**ABOUT THIS EXERCISE**
Give again exactly the lines that run from the start of the records to the line holding "translate:-50% -50%; white-space:nowrap;", both ends counted. Do not include the pictures.

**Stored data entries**
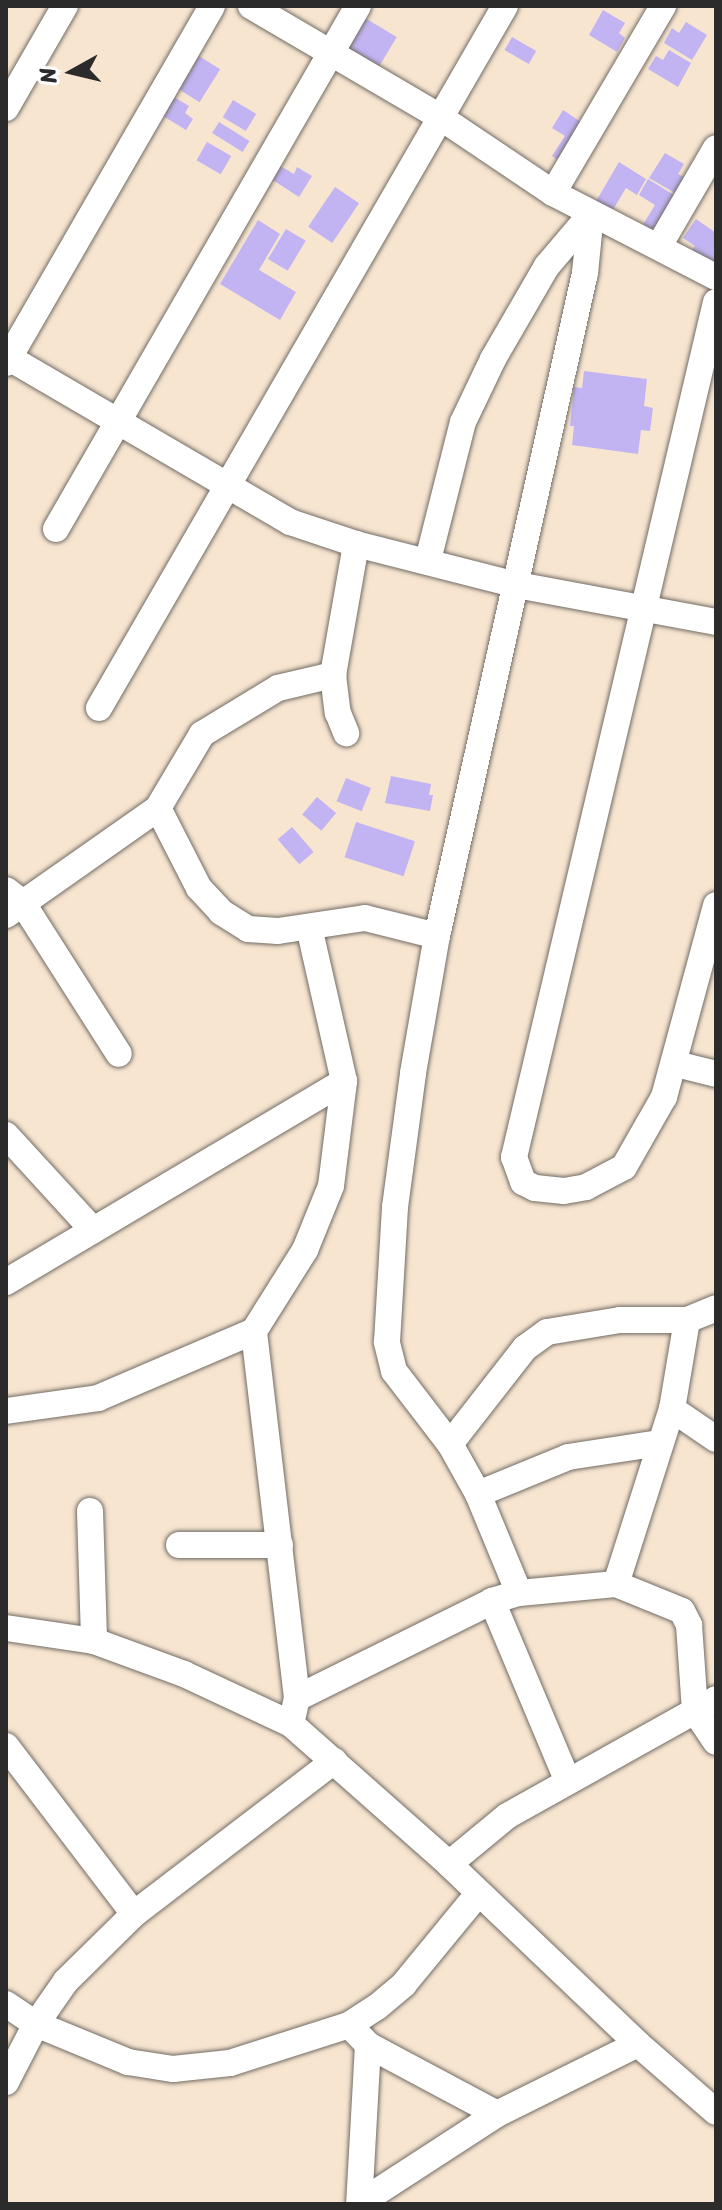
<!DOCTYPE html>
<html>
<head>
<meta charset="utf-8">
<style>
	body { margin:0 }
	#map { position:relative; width:722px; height:2210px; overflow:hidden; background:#f7e5d0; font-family:Sriracha,sans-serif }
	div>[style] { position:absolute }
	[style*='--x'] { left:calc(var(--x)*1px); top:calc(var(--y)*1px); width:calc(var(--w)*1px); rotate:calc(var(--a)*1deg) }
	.building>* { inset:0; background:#c2b4f2; transform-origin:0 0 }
	.roads { filter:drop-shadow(0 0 2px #726c65) drop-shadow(0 0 2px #726c65) }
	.minor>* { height:26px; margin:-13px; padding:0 13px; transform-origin:13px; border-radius:13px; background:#fff }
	span { translate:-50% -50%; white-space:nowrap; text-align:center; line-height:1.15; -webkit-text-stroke:6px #fff; paint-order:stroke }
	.frame { position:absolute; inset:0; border:8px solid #2b2b2b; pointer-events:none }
	.north { position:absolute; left:32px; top:32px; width:80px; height:80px; -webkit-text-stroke:6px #fff; paint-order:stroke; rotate:262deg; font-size:22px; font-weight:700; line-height:32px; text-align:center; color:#2b2b2b }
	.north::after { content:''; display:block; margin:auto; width:28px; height:36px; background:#2b2b2b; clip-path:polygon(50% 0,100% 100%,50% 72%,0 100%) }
</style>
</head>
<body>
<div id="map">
	<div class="building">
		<div style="clip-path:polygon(603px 10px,625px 23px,619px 33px,625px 38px,617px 52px,589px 35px)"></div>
		<div style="left:365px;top:18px;width:37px;height:34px;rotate:31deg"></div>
		<div style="clip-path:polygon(686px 22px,707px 35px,692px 60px,664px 43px,672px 28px,679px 33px)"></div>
		<div style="left:512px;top:37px;width:28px;height:15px;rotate:30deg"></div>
		<div style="clip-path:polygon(669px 50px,691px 63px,678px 87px,648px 69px,656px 56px,663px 60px)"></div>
		<div style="left:199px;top:56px;width:25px;height:39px;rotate:32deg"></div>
		<div style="clip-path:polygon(169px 94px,189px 106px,185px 113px,193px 119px,186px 130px,158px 113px)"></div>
		<div style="left:233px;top:100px;width:27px;height:20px;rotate:31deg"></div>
		<div style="clip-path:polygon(563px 110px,587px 126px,563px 163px,552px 156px,565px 136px,552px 128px)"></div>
		<div style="left:219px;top:122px;width:36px;height:13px;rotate:32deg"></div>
		<div style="left:207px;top:142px;width:28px;height:21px;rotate:30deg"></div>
		<div style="clip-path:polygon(665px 153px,684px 164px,678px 174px,684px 177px,675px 193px,649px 178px)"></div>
		<div style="clip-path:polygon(270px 160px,294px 174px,297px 167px,312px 176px,299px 197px,262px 173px)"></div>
		<div style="clip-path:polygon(619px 162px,646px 179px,637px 195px,626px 188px,611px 213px,595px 203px)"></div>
		<div style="clip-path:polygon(648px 179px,682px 200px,659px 237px,642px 226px,655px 205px,639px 195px)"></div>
		<div style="left:335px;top:187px;width:29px;height:48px;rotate:34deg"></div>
		<div style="clip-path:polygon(696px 219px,716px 233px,716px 267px,691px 251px,695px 246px,683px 238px)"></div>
		<div style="clip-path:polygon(258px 220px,280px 234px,259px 270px,296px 292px,280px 320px,220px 284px)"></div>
		<div style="left:286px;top:229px;width:23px;height:35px;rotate:31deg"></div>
		<div style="clip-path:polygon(584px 371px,647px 379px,644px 406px,653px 408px,650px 431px,641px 430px,638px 454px,572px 445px,574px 426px,570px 426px,574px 387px,582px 388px)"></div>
		<div style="clip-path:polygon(391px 776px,431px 784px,429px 795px,433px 795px,430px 811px,385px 803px)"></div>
		<div style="left:346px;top:778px;width:27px;height:25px;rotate:22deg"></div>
		<div style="left:317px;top:797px;width:25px;height:23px;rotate:40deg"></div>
		<div style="left:356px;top:822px;width:62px;height:37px;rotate:18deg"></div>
		<div style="left:292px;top:827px;width:33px;height:19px;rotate:49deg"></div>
	</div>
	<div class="roads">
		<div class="minor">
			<div style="--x:251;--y:6;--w:219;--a:30.4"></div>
			<div style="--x:440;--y:117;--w:136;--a:33.9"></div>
			<div style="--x:553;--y:193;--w:183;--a:27.3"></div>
			<div style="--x:6;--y:108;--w:118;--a:-60"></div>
			<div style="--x:553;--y:193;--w:217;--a:-59.5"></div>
			<div style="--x:659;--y:246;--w:113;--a:-59.8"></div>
			<div style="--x:716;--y:302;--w:879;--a:103.29"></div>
			<div style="--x:514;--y:1157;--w:27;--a:70"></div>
			<div style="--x:523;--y:1182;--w:13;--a:27"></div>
			<div style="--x:535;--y:1188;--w:29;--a:6"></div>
			<div style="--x:564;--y:1191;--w:22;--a:-10"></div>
			<div style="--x:586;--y:1187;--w:43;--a:-27.8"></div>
			<div style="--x:624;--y:1167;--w:81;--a:-60.3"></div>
			<div style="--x:664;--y:1097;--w:199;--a:-74.8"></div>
			<div style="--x:6;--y:356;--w:329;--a:30.3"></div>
			<div style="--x:290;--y:522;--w:70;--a:18.4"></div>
			<div style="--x:356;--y:544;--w:166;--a:14.3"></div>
			<div style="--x:517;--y:585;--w:202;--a:10.5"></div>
			<div style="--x:6;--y:363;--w:412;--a:-60"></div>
			<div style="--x:56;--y:529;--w:604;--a:-60"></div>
			<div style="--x:428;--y:560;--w:142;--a:-75.8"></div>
			<div style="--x:463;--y:422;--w:70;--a:-64.5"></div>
			<div style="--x:493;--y:359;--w:108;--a:-59.9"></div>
			<div style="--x:547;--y:266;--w:68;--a:-49.8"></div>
			<div style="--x:333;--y:675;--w:38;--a:83"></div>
			<div style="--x:338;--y:713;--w:22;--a:68"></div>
			<div style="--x:99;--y:708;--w:811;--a:-59.96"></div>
			<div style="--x:158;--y:808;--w:90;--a:62.9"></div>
			<div style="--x:199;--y:888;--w:33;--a:47"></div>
			<div style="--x:221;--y:912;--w:32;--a:32"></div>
			<div style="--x:248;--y:929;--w:30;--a:4"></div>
			<div style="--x:278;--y:931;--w:88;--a:-8.5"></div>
			<div style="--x:365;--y:918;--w:74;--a:14"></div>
			<div style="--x:6;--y:890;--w:20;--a:37"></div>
			<div style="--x:22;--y:902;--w:180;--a:57.5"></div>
			<div style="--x:6;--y:915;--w:186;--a:-35.1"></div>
			<div style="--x:158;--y:808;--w:86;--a:-59.3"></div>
			<div style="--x:202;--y:734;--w:89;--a:-31.2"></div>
			<div style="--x:278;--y:688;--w:57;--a:-13.3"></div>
			<div style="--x:333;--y:675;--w:133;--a:-80"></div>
			<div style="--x:676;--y:1064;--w:41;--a:14"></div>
			<div style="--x:6;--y:1135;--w:129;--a:47.5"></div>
			<div style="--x:6;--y:1282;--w:393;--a:-30.7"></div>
			<div style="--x:672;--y:1409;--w:53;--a:34.3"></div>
			<div style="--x:6;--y:1411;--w:93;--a:-8"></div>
			<div style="--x:98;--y:1398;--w:170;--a:-23.2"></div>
			<div style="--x:450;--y:1444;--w:92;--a:-127.5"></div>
			<div style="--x:394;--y:1371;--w:30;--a:-104"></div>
			<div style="--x:387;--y:1342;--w:135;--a:-86.6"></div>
			<div style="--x:395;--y:1207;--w:135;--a:-82.3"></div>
			<div style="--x:413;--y:1073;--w:139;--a:-80.1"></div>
			<div style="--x:437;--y:936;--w:679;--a:-77.42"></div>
			<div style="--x:585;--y:273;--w:59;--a:-84.2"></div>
			<div style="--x:478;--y:1494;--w:97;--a:-22.3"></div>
			<div style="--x:568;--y:1457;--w:92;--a:-8.7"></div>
			<div style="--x:90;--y:1511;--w:130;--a:88.2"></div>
			<div style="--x:179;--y:1545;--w:101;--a:0"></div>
			<div style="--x:616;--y:1584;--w:184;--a:-72.3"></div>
			<div style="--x:672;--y:1409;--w:90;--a:-80.4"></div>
			<div style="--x:519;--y:1593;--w:107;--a:-112.5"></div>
			<div style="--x:478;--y:1494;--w:57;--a:-119.2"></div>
			<div style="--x:450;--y:1444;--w:122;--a:-52"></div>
			<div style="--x:525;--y:1348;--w:27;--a:-36"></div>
			<div style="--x:547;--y:1332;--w:74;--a:-9.3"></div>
			<div style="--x:620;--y:1320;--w:67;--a:0"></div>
			<div style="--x:687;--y:1320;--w:31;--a:-22"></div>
			<div style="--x:492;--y:1601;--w:193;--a:67.2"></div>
			<div style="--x:6;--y:1628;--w:89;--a:8.4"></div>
			<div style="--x:94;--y:1641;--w:96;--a:20.1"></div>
			<div style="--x:184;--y:1674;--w:118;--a:25"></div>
			<div style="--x:291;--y:1724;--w:211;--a:41.5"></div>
			<div style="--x:449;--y:1864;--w:261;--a:43.6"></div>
			<div style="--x:638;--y:2044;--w:103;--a:41.1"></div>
			<div style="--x:297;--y:1698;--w:218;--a:-26.4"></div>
			<div style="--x:492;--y:1601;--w:28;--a:-17"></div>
			<div style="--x:519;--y:1593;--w:97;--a:-5.3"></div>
			<div style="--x:616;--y:1584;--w:71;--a:22.2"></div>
			<div style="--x:682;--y:1611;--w:16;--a:63"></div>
			<div style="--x:689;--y:1625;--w:86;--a:86"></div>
			<div style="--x:695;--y:1711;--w:37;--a:56"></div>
			<div style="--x:291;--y:1724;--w:27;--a:-77"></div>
			<div style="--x:297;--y:1698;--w:370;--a:-96.7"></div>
			<div style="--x:254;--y:1331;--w:96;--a:-57.8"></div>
			<div style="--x:305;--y:1250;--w:69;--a:-67.9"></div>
			<div style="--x:331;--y:1186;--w:106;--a:-82.9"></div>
			<div style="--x:344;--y:1081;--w:158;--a:-102.8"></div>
			<div style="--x:6;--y:1746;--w:211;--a:52.7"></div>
			<div style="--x:449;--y:1864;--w:75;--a:-39.6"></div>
			<div style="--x:507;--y:1816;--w:240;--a:-29.2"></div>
			<div style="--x:6;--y:2004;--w:36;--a:34"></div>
			<div style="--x:36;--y:2024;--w:100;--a:22.4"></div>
			<div style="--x:128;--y:2062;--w:46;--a:8.8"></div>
			<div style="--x:173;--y:2069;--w:57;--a:-6"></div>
			<div style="--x:230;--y:2063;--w:125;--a:-17.7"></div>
			<div style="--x:349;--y:2025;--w:33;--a:-33"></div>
			<div style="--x:377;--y:2007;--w:35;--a:-40"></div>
			<div style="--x:404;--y:1984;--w:117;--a:-50.6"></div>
			<div style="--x:349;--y:2025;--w:28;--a:46"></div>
			<div style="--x:368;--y:2045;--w:159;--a:93.2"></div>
			<div style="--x:368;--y:2045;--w:146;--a:28.1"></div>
			<div style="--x:6;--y:2082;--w:65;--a:-62.7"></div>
			<div style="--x:36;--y:2024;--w:52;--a:-55.1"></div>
			<div style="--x:66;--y:1981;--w:95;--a:-44.6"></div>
			<div style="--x:134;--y:1914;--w:252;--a:-37.4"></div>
			<div style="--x:360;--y:2203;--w:163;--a:-33"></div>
			<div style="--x:497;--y:2114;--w:157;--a:-26.4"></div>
		</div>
	</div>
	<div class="frame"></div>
	<div class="north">N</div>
</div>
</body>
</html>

**SOLUTION BELOW**
<!DOCTYPE html>
<html>
<head>
<meta charset="utf-8">
<style>
	body { margin:0 }
	#map { position:relative; width:722px; height:2210px; overflow:hidden; background:#f7e5d0; font-family:Sriracha,sans-serif }
	div>[style] { position:absolute }
	[style*='--x'] { left:calc(var(--x)*1px); top:calc(var(--y)*1px); width:calc(var(--w)*1px); rotate:calc(var(--a)*1deg) }
	.building>* { inset:0; background:#c2b4f2; transform-origin:0 0 }
	.roads { filter:drop-shadow(0 0 2px #726c65) drop-shadow(0 0 2px #726c65) }
	.minor>* { height:26px; margin:-13px; padding:0 13px; transform-origin:13px; border-radius:13px; background:#fff }
	span { translate:-50% -50%; white-space:nowrap; text-align:center; line-height:1.15; -webkit-text-stroke:6px #fff; paint-order:stroke }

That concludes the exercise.